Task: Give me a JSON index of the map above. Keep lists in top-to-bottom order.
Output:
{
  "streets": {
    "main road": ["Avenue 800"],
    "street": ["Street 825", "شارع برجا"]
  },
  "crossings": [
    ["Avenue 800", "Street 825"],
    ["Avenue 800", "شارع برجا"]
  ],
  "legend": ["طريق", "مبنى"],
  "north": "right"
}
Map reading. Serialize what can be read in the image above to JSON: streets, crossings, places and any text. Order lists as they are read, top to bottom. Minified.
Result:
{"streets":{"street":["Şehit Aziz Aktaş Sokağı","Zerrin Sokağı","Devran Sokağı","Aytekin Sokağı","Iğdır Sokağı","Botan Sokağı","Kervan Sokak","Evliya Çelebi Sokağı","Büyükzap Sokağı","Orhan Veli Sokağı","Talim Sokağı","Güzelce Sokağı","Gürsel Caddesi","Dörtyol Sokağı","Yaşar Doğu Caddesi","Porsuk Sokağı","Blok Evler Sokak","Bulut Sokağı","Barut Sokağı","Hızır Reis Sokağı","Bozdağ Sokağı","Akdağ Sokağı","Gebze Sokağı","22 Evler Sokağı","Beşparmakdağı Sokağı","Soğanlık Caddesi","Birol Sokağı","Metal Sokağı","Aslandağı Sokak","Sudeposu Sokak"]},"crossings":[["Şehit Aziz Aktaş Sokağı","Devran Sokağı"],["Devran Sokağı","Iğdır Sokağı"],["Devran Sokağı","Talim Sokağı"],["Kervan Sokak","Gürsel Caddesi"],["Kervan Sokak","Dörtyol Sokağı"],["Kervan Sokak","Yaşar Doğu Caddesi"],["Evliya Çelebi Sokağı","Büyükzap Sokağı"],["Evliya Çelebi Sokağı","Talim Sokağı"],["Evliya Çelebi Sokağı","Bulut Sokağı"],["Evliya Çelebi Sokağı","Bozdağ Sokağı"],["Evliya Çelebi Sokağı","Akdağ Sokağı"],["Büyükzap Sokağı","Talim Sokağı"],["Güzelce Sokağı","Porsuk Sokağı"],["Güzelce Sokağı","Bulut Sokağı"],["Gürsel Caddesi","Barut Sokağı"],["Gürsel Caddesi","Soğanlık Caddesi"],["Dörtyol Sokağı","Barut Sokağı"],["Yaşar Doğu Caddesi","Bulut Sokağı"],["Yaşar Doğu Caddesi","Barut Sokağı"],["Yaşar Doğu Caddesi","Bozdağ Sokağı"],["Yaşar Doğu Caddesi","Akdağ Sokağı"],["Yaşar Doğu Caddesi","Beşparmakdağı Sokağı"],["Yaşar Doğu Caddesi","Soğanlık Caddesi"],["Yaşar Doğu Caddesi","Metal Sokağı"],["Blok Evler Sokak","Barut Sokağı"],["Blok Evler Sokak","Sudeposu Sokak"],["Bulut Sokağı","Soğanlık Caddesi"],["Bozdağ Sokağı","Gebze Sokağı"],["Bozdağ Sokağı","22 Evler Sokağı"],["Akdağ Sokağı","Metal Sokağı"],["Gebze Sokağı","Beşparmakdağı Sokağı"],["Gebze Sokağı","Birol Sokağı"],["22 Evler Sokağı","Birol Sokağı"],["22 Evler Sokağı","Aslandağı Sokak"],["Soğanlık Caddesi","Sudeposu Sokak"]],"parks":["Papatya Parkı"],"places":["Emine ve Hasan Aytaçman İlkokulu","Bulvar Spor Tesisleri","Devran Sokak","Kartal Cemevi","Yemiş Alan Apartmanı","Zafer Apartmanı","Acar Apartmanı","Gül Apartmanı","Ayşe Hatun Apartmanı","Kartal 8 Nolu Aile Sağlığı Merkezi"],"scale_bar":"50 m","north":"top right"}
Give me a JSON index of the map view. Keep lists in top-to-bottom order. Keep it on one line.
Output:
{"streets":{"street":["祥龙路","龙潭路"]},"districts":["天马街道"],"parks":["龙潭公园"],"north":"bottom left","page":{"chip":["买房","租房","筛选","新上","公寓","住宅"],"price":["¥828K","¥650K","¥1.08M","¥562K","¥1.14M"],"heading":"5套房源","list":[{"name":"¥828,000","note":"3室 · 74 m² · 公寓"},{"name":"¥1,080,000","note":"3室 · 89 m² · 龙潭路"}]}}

===============

Brief: Please give back only the lines between the first line of the entries and the line with "Map reading. Serialize", both ends included, word for word.

Response to the task:
Task: Give me a JSON index of the map above. Keep lists in top-to-bottom order.
Output:
{
  "streets": {
    "main road": ["Avenue 800"],
    "street": ["Street 825", "شارع برجا"]
  },
  "crossings": [
    ["Avenue 800", "Street 825"],
    ["Avenue 800", "شارع برجا"]
  ],
  "legend": ["طريق", "مبنى"],
  "north": "right"
}
Map reading. Serialize what can be read in the image above to JSON: streets, crossings, places and any text. Order lists as they are read, top to bottom. Minified.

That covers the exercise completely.